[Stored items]
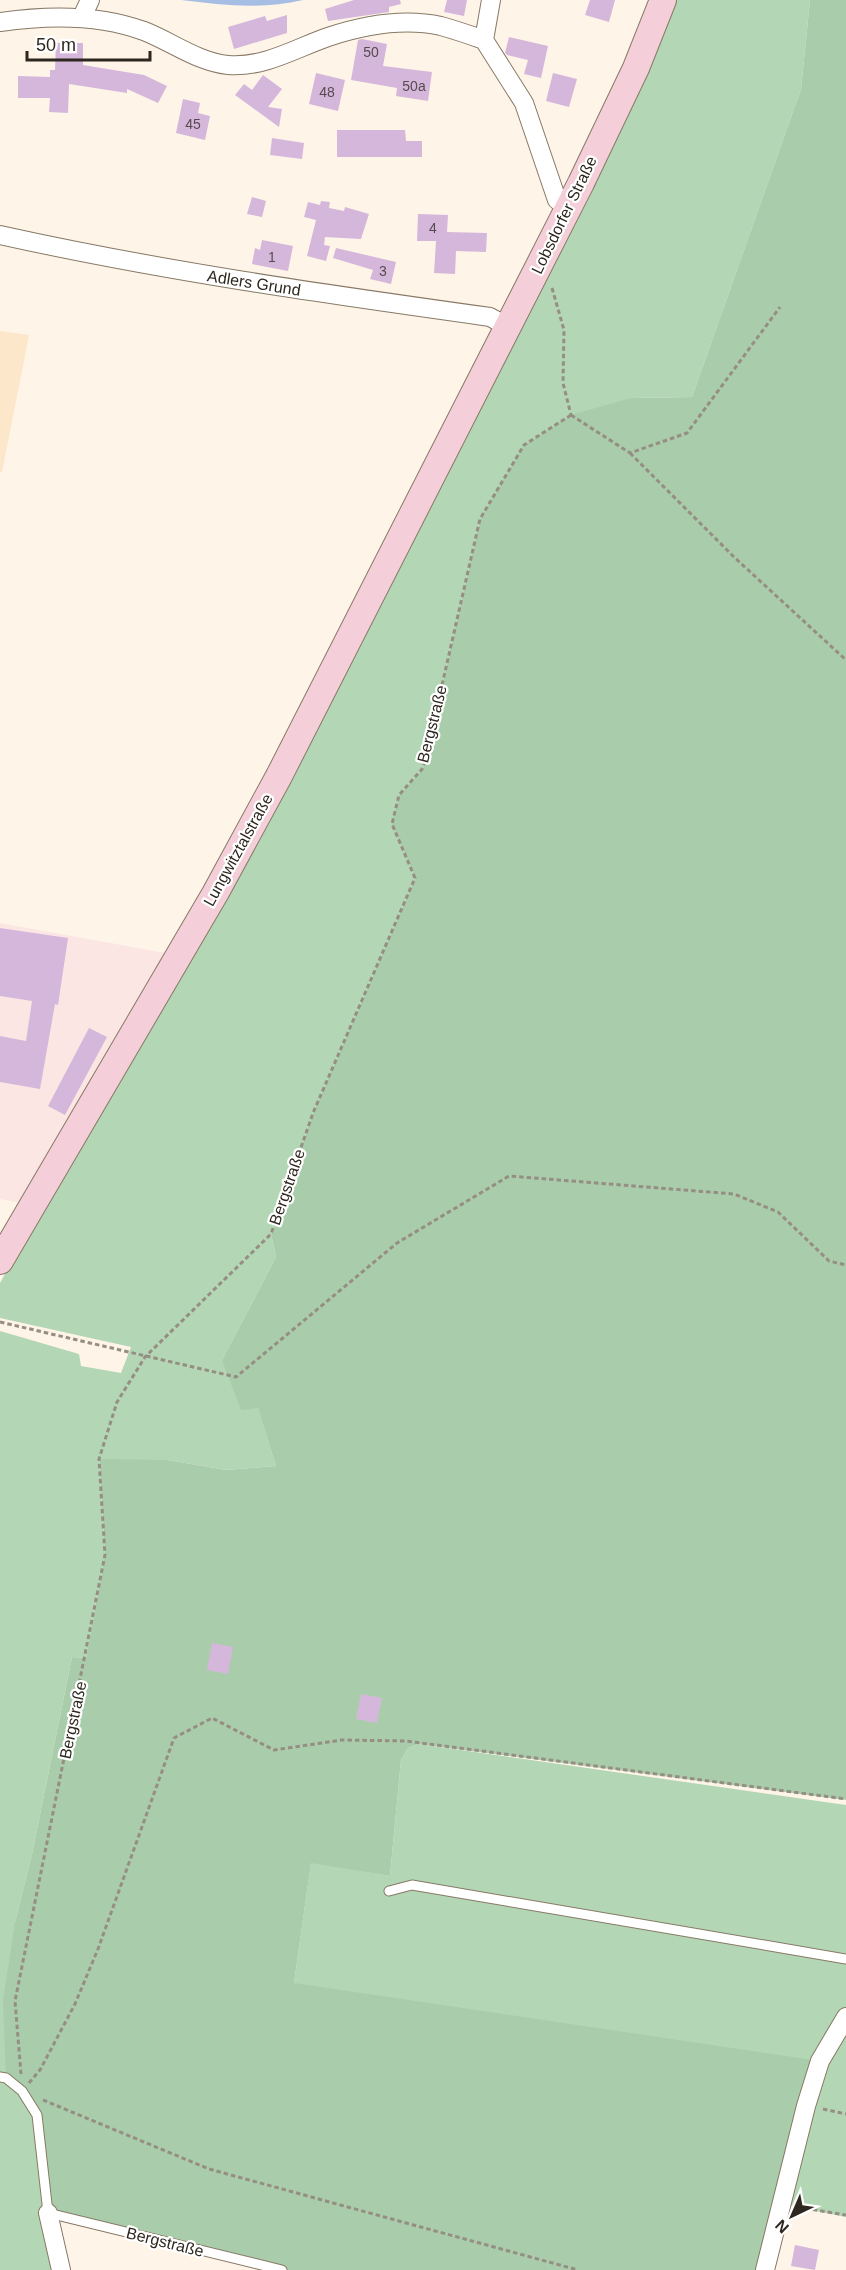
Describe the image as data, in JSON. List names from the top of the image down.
{
  "streets": {
    "main road": ["Lobsdorfer Straße", "Lungwitztalstraße"],
    "street": ["Adlers Grund"],
    "lane": ["Bergstraße"]
  },
  "crossings": [
    ["Lobsdorfer Straße", "Adlers Grund"],
    ["Lobsdorfer Straße", "Lungwitztalstraße"]
  ],
  "house_numbers": [
    "50",
    "50a",
    "48",
    "45",
    "4",
    "1",
    "3"
  ],
  "scale_bar": "50 m",
  "north": "bottom left"
}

# Exercise instructions
Quote the entries in full. Any image among them is to be omitted from the copy.

# Result for this exercise
Describe the image as data, in JSON. List names from the top of the image down.
{
  "streets": {
    "main road": ["Lobsdorfer Straße", "Lungwitztalstraße"],
    "street": ["Adlers Grund"],
    "lane": ["Bergstraße"]
  },
  "crossings": [
    ["Lobsdorfer Straße", "Adlers Grund"],
    ["Lobsdorfer Straße", "Lungwitztalstraße"]
  ],
  "house_numbers": [
    "50",
    "50a",
    "48",
    "45",
    "4",
    "1",
    "3"
  ],
  "scale_bar": "50 m",
  "north": "bottom left"
}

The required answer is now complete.